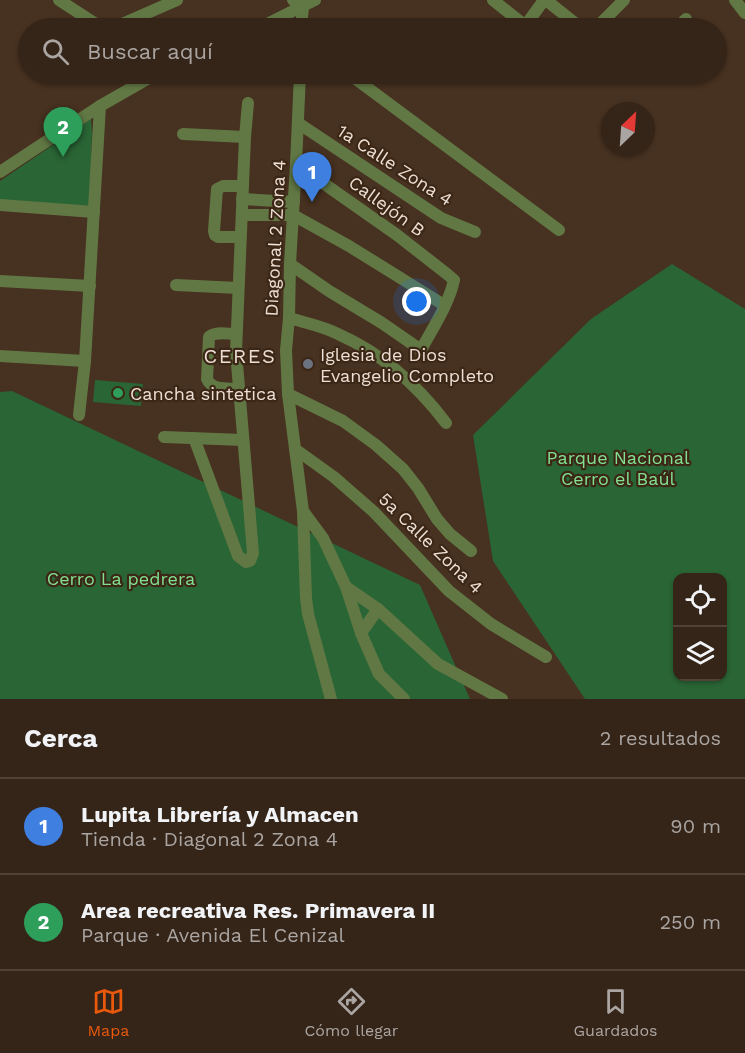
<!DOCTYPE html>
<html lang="es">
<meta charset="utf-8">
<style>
:root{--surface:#352518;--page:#403125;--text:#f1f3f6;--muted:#aaa5a2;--line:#4f4237;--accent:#ea580c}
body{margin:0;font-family:"Work Sans",sans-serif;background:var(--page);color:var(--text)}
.controls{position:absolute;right:18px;bottom:18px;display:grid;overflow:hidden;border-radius:12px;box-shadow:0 2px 4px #0004}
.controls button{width:54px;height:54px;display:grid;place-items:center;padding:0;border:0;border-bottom:2px solid var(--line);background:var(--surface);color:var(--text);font:30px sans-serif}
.compass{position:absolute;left:601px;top:102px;width:54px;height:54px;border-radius:50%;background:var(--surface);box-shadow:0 2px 4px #0004;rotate:25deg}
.you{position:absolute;left:417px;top:302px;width:21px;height:21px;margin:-15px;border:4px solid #fff;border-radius:50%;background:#1a73e8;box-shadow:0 0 0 9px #1a73e833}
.badge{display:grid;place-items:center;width:39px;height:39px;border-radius:50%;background:var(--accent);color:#fff;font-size:20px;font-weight:700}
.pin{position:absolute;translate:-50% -50px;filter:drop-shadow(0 2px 3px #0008)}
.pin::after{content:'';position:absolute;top:32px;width:21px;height:18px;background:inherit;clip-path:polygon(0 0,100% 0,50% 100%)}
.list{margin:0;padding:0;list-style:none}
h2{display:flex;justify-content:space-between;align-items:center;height:78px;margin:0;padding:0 24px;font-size:26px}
h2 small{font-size:20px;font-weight:400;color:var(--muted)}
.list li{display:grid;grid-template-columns:39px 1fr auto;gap:18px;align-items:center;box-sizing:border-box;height:96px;padding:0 24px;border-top:2px solid var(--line)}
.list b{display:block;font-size:22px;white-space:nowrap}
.list p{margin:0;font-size:20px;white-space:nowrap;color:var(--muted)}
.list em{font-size:20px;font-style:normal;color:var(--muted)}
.icon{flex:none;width:33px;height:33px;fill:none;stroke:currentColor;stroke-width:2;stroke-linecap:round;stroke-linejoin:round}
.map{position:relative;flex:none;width:745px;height:699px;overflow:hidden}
.search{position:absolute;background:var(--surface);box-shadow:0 2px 4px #0004;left:18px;right:18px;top:18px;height:66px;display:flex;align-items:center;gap:15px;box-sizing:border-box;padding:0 21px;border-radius:33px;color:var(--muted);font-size:22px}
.sheet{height:270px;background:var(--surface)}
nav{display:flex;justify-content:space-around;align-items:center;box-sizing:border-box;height:84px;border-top:2px solid var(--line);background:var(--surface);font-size:16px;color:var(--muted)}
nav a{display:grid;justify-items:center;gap:3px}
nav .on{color:var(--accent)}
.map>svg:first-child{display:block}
</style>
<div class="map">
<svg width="745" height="699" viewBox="0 0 745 699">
<rect width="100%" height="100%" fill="#473120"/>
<g fill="#2a6535" fill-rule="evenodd">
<path d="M91,119L92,133L89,206L0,200V181Z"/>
<path d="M672,264L745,309V699H585L493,561L473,435L591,319ZM678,578H722V676H678Z"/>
<path d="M95,380L143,384L141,406L93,402Z"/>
<path d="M12,391L420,585L470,699H0V392Z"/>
</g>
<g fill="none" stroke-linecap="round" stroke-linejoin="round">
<g stroke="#617844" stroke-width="12">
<path d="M59,0L99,26L106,28"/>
<path d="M293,0L303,7L301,28"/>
<path d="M493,0L523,24L528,22L544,0"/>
<path d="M546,0L581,28"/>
<path d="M735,0L745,13"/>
<path d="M113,28L177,0"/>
<path d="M596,28L624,0"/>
<path d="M677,28L686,19"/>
<path d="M300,74L296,164L290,264L289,318L286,350L288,394L303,511L306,598L308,614L331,699"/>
<path d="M349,74L559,230"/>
<path d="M298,123L441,218L475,232"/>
<path d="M183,134L245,137"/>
<path d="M242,199L294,202"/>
<path d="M0,205L94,212"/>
<path d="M242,215H293L349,246L444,305"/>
<path d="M240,237H218L215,235L214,231L217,189L223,186H243"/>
<path d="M290,264L329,291L382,323L421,350C432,329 449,304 454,280L447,274L397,235L296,164"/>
<path d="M0,281L90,286"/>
<path d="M176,285L238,288"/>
<path d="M289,318C306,323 323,326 338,334C381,353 418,386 446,423"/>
<path d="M236,334C227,334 215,331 209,337L207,379C212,391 228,388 239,389"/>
<path d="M0,356L85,361"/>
<path d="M288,394L343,421L376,445L403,469L418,488L437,519L450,534L471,551"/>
<path d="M79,415L85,361L100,106"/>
<path d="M164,437L243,440"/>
<path d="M194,438L238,556L246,562L250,561L253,553L236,352L245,137L248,103"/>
<path d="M295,449L334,477L374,512L449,591L491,624L546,657"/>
<path d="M303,511L323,538L346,587L378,609L438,664L502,699"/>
<path d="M346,587L361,633L379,674L404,699"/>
<path d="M361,633L378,609"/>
</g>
<g stroke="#617844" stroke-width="12">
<path d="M259,28L315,0"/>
<path d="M0,172L100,106L156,74"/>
</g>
</g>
<circle fill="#6b7280" stroke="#3c2716" stroke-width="2" cx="308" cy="364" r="6"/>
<circle fill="#2e9e5b" stroke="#3c2716" stroke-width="2" cx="118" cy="393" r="6"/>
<g text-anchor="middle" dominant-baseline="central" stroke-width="4.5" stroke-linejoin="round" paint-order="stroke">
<g font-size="18" fill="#eddfd4" stroke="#3c2716">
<text transform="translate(395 165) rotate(33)">1a Calle Zona 4</text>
<text transform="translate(387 206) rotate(36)">Callejón B</text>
<text transform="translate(275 238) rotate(-87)">Diagonal 2 Zona 4</text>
<text transform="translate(431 543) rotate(44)">5a Calle Zona 4</text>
</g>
<g font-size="18" fill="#eddfd4" stroke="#3c2716" text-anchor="start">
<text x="320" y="354">Iglesia de Dios<tspan x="320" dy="21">Evangelio Completo</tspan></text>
<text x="130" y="393">Cancha sintetica</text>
</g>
<g font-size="18" fill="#81e190" stroke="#3c2716">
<text x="618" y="457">Parque Nacional<tspan x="618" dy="21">Cerro el Baúl</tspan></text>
<text x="121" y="578">Cerro La pedrera</text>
</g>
<g font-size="20" letter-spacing="1.5" fill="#eddfd4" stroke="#3c2716">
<text x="240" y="356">CERES</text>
</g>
</g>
</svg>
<div class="controls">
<button><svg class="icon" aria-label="locate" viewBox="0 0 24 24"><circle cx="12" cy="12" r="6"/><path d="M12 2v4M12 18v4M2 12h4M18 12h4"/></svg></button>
<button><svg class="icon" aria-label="layers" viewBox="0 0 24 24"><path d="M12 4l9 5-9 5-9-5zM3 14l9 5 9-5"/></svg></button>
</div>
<svg class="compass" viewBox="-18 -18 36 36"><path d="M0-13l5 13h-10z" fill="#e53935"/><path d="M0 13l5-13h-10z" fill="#aaa5a2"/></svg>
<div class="you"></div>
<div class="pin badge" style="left:312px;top:202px;background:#3f7fe0">1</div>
<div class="pin badge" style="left:63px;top:157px;background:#2e9e5b">2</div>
<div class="search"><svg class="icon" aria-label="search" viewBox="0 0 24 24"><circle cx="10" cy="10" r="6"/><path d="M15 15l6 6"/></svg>Buscar aquí</div>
</div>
<section class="sheet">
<h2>Cerca<small>2 resultados</small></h2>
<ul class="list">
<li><span class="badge" style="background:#3f7fe0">1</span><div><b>Lupita Librería y Almacen</b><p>Tienda · Diagonal 2 Zona 4</p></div><em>90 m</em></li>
<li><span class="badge" style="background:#2e9e5b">2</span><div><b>Area recreativa Res. Primavera II</b><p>Parque · Avenida El Cenizal</p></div><em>250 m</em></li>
</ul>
</section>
<nav>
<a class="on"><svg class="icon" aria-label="map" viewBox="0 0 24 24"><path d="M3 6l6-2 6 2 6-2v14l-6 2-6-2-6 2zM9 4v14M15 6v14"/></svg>Mapa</a>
<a><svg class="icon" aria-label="directions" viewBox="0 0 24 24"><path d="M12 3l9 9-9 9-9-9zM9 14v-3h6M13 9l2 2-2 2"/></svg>Cómo llegar</a>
<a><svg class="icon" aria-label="saved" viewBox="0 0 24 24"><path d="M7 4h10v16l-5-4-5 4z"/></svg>Guardados</a>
</nav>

··········

Your assignment: Both ends included, copy word for word the lines from the top of the entries above through the line with "-50px;filter:drop-shadow(0 2px 3px". No pictures.

Response to this task:
<!DOCTYPE html>
<html lang="es">
<meta charset="utf-8">
<style>
:root{--surface:#352518;--page:#403125;--text:#f1f3f6;--muted:#aaa5a2;--line:#4f4237;--accent:#ea580c}
body{margin:0;font-family:"Work Sans",sans-serif;background:var(--page);color:var(--text)}
.controls{position:absolute;right:18px;bottom:18px;display:grid;overflow:hidden;border-radius:12px;box-shadow:0 2px 4px #0004}
.controls button{width:54px;height:54px;display:grid;place-items:center;padding:0;border:0;border-bottom:2px solid var(--line);background:var(--surface);color:var(--text);font:30px sans-serif}
.compass{position:absolute;left:601px;top:102px;width:54px;height:54px;border-radius:50%;background:var(--surface);box-shadow:0 2px 4px #0004;rotate:25deg}
.you{position:absolute;left:417px;top:302px;width:21px;height:21px;margin:-15px;border:4px solid #fff;border-radius:50%;background:#1a73e8;box-shadow:0 0 0 9px #1a73e833}
.badge{display:grid;place-items:center;width:39px;height:39px;border-radius:50%;background:var(--accent);color:#fff;font-size:20px;font-weight:700}
.pin{position:absolute;translate:-50% -50px;filter:drop-shadow(0 2px 3px #0008)}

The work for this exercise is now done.